[Stored items]
------------------------------------------------------------------------

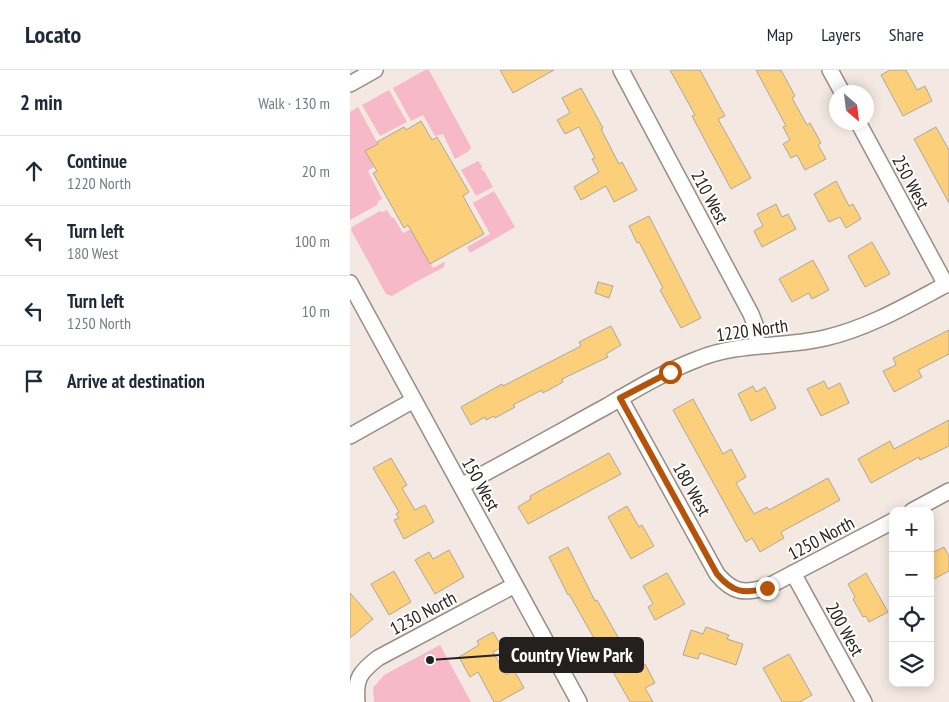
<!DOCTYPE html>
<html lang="en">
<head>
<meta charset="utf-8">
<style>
	body { margin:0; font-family:"PT Sans Narrow",sans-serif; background:#f6f6f7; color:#1f2937 }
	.controls { position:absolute; right:15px; bottom:15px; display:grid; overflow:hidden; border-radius:10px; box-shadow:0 2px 12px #0003 }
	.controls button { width:45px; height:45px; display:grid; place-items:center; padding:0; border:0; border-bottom:1px solid #e0e1e3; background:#fff; color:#1f2937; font:25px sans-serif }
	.compass { position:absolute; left:479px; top:15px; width:45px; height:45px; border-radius:50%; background:#fff; box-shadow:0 2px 12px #0003; rotate:152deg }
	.stop { position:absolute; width:15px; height:15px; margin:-11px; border:4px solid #b45309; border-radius:50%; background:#fff }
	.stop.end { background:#b45309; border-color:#fff; box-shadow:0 1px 5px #0008 }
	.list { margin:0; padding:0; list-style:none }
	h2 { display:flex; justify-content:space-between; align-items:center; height:65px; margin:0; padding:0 20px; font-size:21px }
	h2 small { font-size:16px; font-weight:400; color:#747a83 }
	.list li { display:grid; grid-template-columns:32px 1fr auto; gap:15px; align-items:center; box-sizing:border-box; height:70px; padding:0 20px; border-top:1px solid #e0e1e3 }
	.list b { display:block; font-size:19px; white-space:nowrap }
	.list p { margin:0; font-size:16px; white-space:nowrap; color:#747a83 }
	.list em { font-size:16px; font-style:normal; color:#747a83 }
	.icon { flex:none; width:28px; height:28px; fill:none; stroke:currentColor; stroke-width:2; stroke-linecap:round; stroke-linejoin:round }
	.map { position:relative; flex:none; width:599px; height:632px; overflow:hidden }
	header { display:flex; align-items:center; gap:30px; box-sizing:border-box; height:70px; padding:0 25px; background:#fff; border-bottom:1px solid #e0e1e3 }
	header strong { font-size:24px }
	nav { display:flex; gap:28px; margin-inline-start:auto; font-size:18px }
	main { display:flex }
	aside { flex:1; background:#fff }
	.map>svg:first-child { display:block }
</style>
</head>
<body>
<header>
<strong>Locato</strong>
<nav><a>Map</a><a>Layers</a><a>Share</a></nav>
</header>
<main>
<aside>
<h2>2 min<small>Walk · 130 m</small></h2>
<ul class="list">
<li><svg class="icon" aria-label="ahead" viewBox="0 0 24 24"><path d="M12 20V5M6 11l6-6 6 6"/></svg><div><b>Continue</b><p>1220 North</p></div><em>20 m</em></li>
<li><svg class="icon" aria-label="left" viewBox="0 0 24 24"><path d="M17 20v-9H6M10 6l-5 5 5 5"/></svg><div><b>Turn left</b><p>180 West</p></div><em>100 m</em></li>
<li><svg class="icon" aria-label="left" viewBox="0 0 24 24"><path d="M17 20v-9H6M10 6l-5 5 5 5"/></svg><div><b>Turn left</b><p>1250 North</p></div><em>10 m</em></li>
<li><svg class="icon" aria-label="arrive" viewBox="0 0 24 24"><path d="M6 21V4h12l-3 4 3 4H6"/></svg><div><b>Arrive at destination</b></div></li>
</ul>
</aside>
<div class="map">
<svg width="599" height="632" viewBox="0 0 599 632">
	<rect width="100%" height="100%" fill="#f4e9e2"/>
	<path fill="#f7b8c8" d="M75 0H79L121 77 119 81 105 89 93 64 85 66 73 45 61 51 43 18Z
		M39 20 57 52 30 66 12 35Z
		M8 37 28 74 16 81 24 97 18 101 32 129 28 131 27 135 0 150V42Z
		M128 91 132 96 131 100 134 101 143 117 126 126 111 100Z
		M144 121 165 157 120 183 117 177 140 164 123 133Z
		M37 140 42 148H44L53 163 61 159 83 198 94 192 95 193 94 197 64 213 42 226 36 224 1 160 2 157 30 141 33 142Z
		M90 575 121 632H24L23 618 34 605Z"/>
	<path fill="#fccf7b" stroke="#ada79d" d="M150 0H204L163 23Z
		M320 0H350L375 46 368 49 401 108 381 119 342 46 345 45Z
		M406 0H431L445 26 442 28 457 55 460 53 471 73 468 75 476 89 455 100 447 85 441 88 433 74 440 70 433 57 436 56Z
		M540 0H556L567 20 575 16 582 31 553 46 531 5Z
		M231 18 253 58 251 59 269 94 272 92 287 120 264 132 256 116 231 130 224 117 249 102 242 89 245 88 229 57 215 64 207 50 220 43 212 28Z
		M71 51 82 70 87 67 119 122 113 126 134 164 80 194 58 155 54 158 23 103 27 101 15 81 28 74 27 72 54 57 56 60Z
		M586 57 599 80V133L564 69Z
		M486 111 499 136 503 134 511 149 496 158 490 147 479 152 464 124Z
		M426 134 432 147 438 144 446 159 412 177 404 161 413 156 407 144Z
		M299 146 351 248 331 258 310 220 313 218 289 172 287 173 279 156Z
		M522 172 540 204 515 217 498 186Z
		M463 190 479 220 462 229 459 223 442 232 429 209Z
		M248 212 263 216 259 228 245 223Z
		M261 256 271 275 256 284 258 287 212 309 213 312 193 323 192 320 163 335 165 337 145 348 144 346 136 350 135 347 121 355 111 337 152 314 153 316 231 276 229 272Z
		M599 260V284L568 300 572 307 544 322 533 301 546 295 543 288Z
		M474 311 478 319 490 313 499 333 471 346 457 319Z
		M403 316 406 322 415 317 426 338 401 351 388 324Z
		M343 329 373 384 381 379 396 407 386 413 404 444 417 437 419 440 478 408 490 430 431 462 434 468 410 482 402 468 396 472 323 340Z
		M599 350V376L570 390 569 387 521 413 508 389 540 371 544 379Z
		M259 383 271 404 178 454 168 437 181 429 180 426Z
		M41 388 57 415 52 418 65 440 75 435 84 452 54 469 44 450 49 448 46 444 49 442 23 398Z
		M277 436 289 457 292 455 304 476 281 489 258 447Z
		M218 477 245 531 247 530 286 599 295 594 305 613 295 618 303 632H280L219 524 218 525 199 487Z
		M594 477 599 486V501L580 511V484Z
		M99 480 114 507 85 524 65 490 79 482 83 489Z
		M44 501 61 532 39 545 21 514Z
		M317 503 335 534 305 550 298 537 303 534 293 516Z
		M516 503 538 542 519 552 516 546 513 547 503 529 505 527 498 514Z
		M0 523 23 549 0 568Z
		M356 557 379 565 377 569 393 574 386 595 350 583 348 589 333 585 341 560 353 564Z
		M143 562 152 577 143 582 156 605 164 600 174 618 149 632H144L128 602 120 607 109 587 129 575 127 571Z
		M439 584 462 625 450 632H432L413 598Z"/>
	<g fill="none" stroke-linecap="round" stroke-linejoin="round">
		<defs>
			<path id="minor" d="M271 0 401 244 406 257 407 275
				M480 0 492 22
				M0 14 25 0
				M508 52 596 215
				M0 213 229 632
				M270 328 367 504C383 523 394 524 417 517L543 451
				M0 366 64 330
				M111 416C160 390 208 363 257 336 286 319 316 301 348 289 390 272 432 278 475 268 519 258 559 234 599 213
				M562 441 599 421
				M443 503 514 632
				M7 632C5 608 10 602 28 588L165 515"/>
		</defs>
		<use href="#minor" stroke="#978d87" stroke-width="18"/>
		<use href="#minor" stroke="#fff" stroke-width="15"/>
	</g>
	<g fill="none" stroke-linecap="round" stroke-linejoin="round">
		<path stroke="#b45309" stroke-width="6" d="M320 302 270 328 367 504C383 523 394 524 417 518"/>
	</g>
	<g text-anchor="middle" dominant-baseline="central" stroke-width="4" stroke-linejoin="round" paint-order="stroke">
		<g font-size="18" fill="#24201d" stroke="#fff">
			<text transform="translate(561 112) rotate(62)">250 West</text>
			<text transform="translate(360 127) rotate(62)">210 West</text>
			<text transform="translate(402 260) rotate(-8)">1220 North</text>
			<text transform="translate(131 414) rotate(61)">150 West</text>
			<text transform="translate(342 419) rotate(61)">180 West</text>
			<text transform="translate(471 468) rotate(-28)">1250 North</text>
			<text transform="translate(73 543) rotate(-28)">1230 North</text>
			<text transform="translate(495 559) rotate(61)">200 West</text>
		</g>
	</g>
	<path fill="none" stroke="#24201d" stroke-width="2" d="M80 590L150 585"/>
	<circle fill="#24201d" stroke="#fff" stroke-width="2" cx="80" cy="590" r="5"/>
	<rect fill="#24201d" stroke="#24201d" stroke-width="2" x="150" y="568" width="143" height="34" rx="5"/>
	<g font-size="19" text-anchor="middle" font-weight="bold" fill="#fff">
		<text x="222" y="592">Country View Park</text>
	</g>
</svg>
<div class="controls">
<button>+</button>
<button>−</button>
<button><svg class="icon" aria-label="locate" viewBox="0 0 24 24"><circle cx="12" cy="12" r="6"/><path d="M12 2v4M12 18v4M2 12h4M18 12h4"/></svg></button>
<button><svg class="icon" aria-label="layers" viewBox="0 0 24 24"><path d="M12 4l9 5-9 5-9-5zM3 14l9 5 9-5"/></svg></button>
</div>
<svg class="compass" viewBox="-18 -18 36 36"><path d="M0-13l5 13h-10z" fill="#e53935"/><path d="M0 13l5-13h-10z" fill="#747a83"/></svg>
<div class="stop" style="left:320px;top:302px"></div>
<div class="stop end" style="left:417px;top:518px"></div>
</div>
</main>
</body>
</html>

------------------------------------------------------------------------

# Exercise goal
Can the lines from the start of the records through the line with "font-size:16px; font-weight:400; color:#747a83" be given again exactly, with the pictures left out?

# Final answer
<!DOCTYPE html>
<html lang="en">
<head>
<meta charset="utf-8">
<style>
	body { margin:0; font-family:"PT Sans Narrow",sans-serif; background:#f6f6f7; color:#1f2937 }
	.controls { position:absolute; right:15px; bottom:15px; display:grid; overflow:hidden; border-radius:10px; box-shadow:0 2px 12px #0003 }
	.controls button { width:45px; height:45px; display:grid; place-items:center; padding:0; border:0; border-bottom:1px solid #e0e1e3; background:#fff; color:#1f2937; font:25px sans-serif }
	.compass { position:absolute; left:479px; top:15px; width:45px; height:45px; border-radius:50%; background:#fff; box-shadow:0 2px 12px #0003; rotate:152deg }
	.stop { position:absolute; width:15px; height:15px; margin:-11px; border:4px solid #b45309; border-radius:50%; background:#fff }
	.stop.end { background:#b45309; border-color:#fff; box-shadow:0 1px 5px #0008 }
	.list { margin:0; padding:0; list-style:none }
	h2 { display:flex; justify-content:space-between; align-items:center; height:65px; margin:0; padding:0 20px; font-size:21px }
	h2 small { font-size:16px; font-weight:400; color:#747a83 }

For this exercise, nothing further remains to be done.